_Data excerpts_
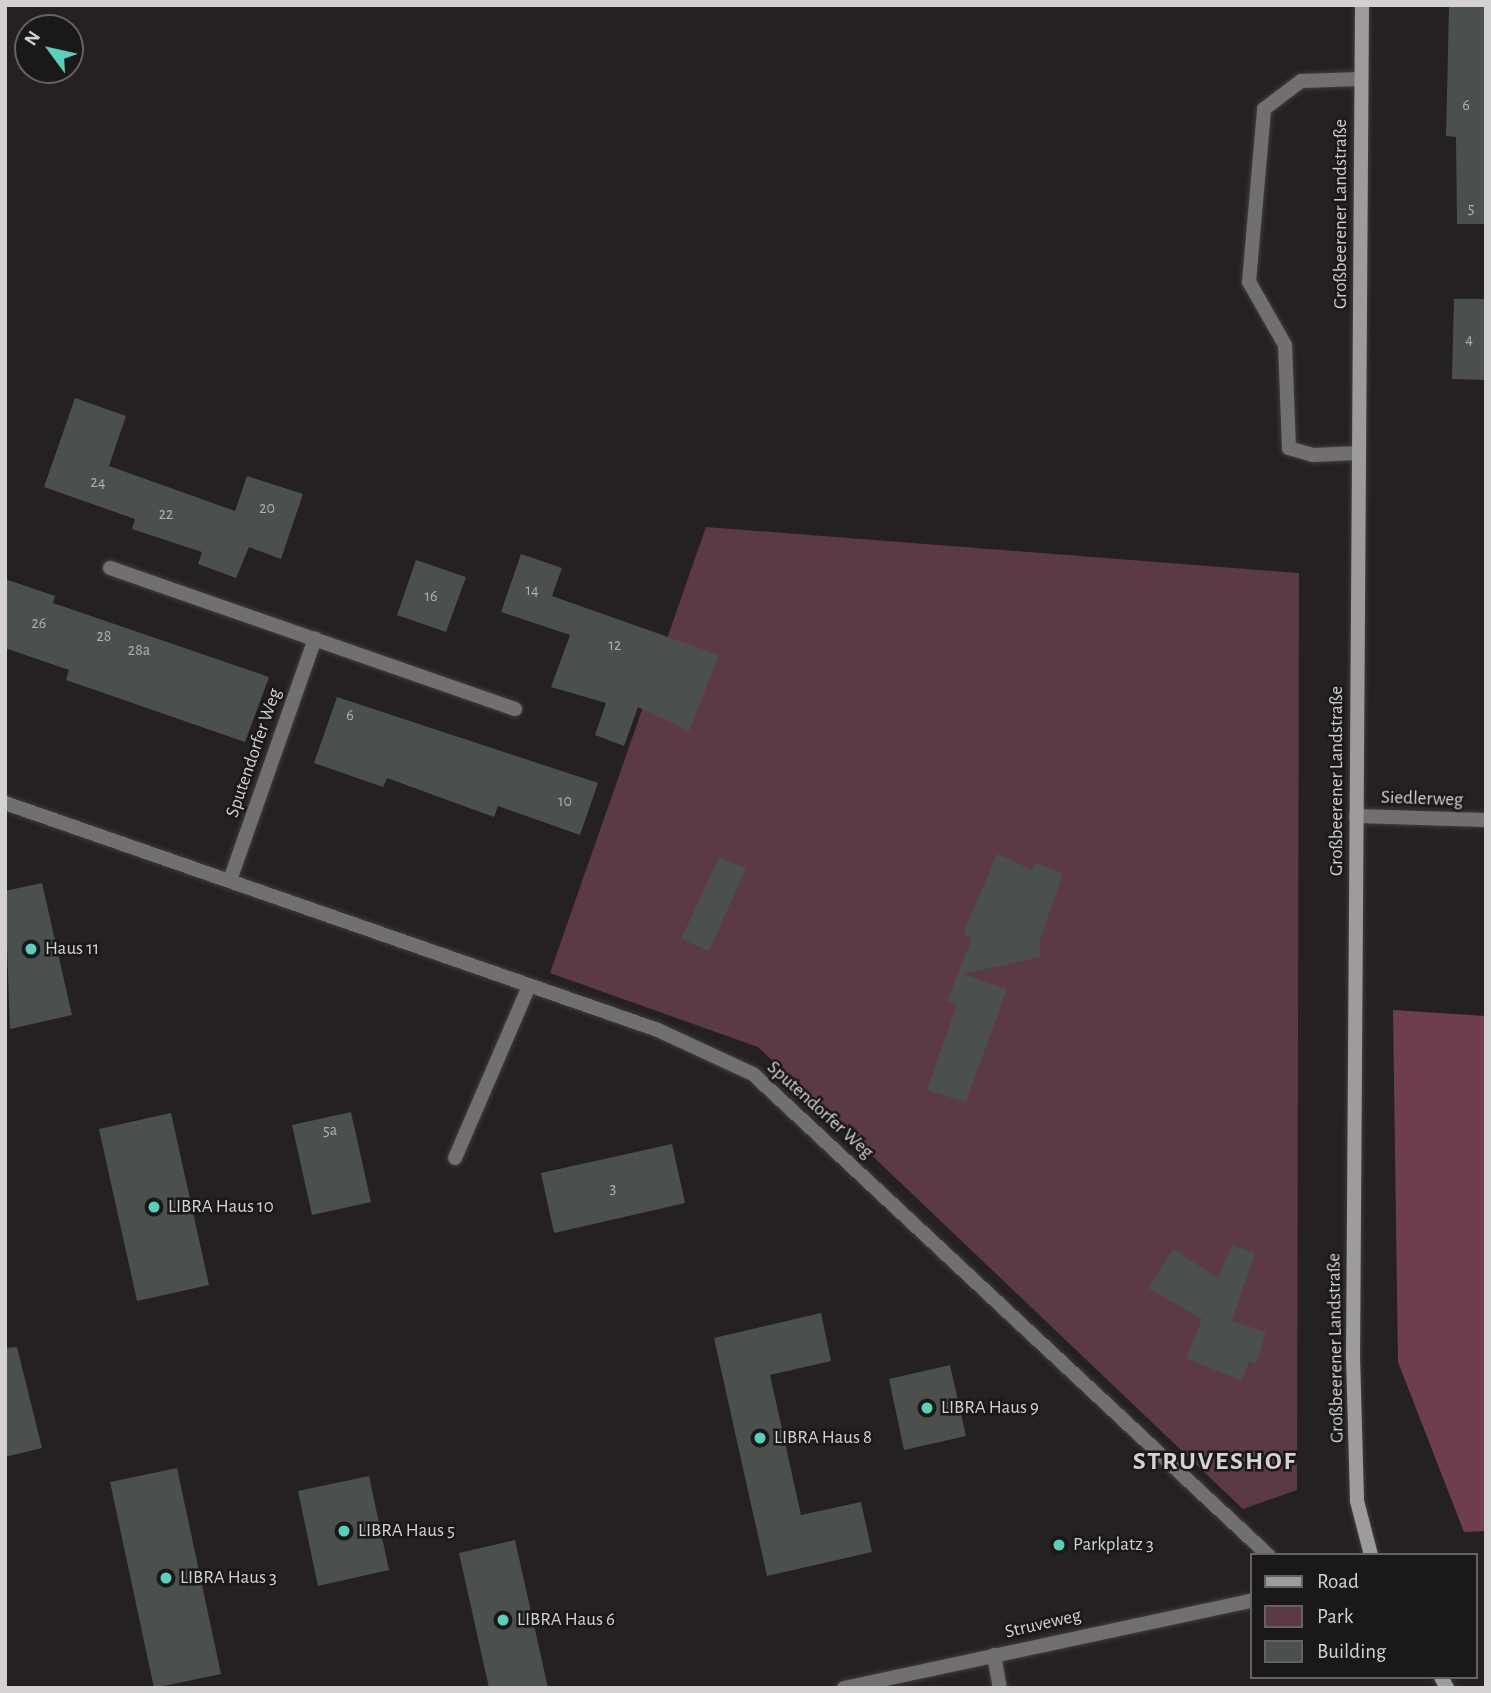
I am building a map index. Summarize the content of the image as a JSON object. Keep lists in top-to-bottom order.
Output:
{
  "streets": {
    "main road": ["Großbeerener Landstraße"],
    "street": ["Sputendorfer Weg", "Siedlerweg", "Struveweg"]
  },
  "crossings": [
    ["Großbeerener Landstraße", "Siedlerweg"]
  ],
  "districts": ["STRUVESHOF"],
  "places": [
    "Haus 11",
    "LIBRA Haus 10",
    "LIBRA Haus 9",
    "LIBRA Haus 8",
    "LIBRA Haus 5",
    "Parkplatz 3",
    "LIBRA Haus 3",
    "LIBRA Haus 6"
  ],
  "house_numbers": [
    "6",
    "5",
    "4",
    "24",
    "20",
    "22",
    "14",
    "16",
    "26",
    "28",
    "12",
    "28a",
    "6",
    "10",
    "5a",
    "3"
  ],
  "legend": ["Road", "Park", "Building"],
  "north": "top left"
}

...

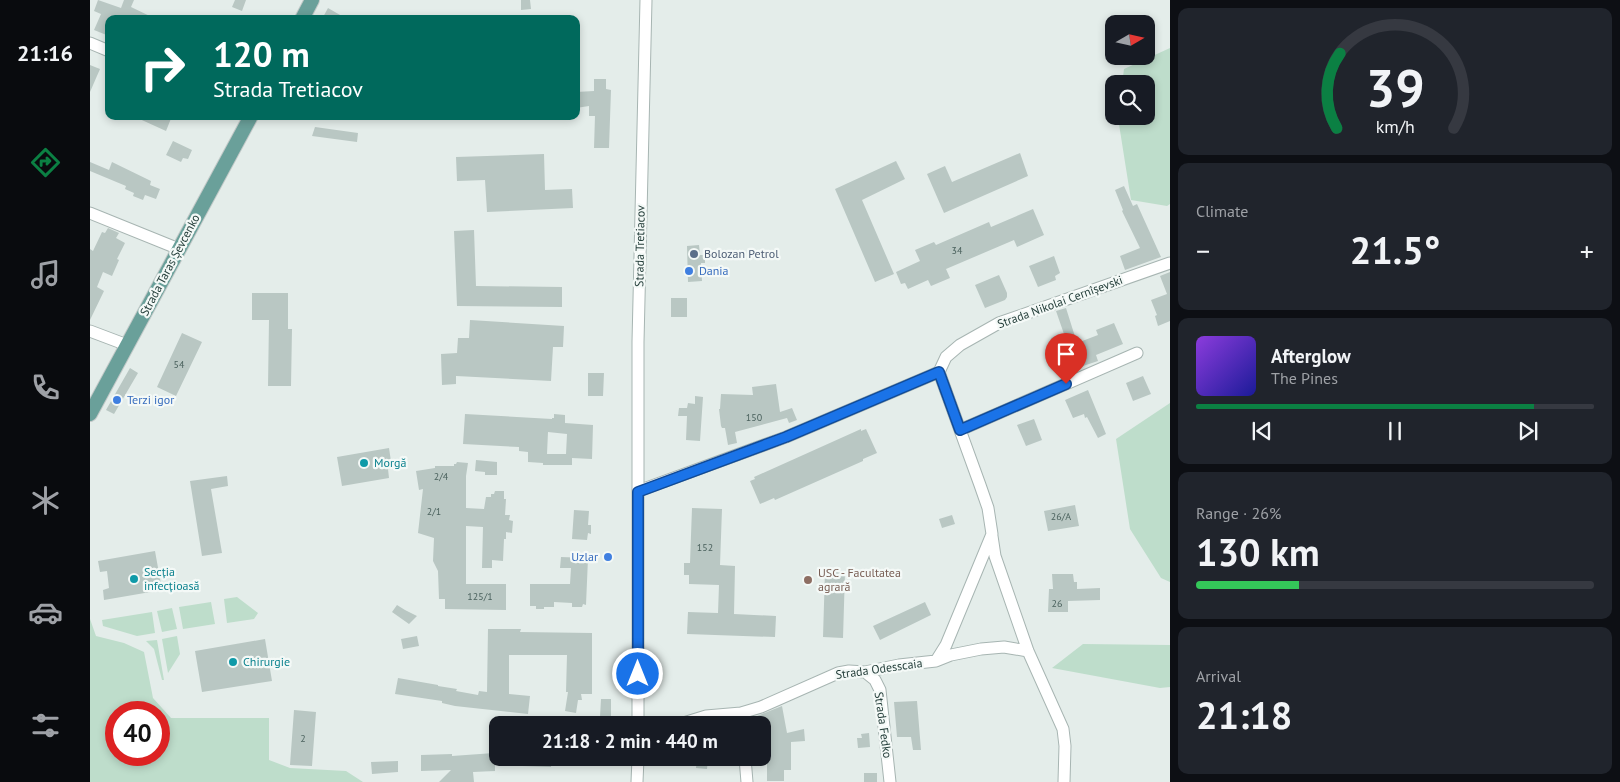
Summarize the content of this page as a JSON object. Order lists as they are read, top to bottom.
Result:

_About this exercise_
Go through the data above and copy each line in which "lists" appears.

_Result for this task_
I am building a map index. Summarize the content of the image as a JSON object. Keep lists in top-to-bottom order.
Summarize the content of this page as a JSON object. Order lists as they are read, top to bottom.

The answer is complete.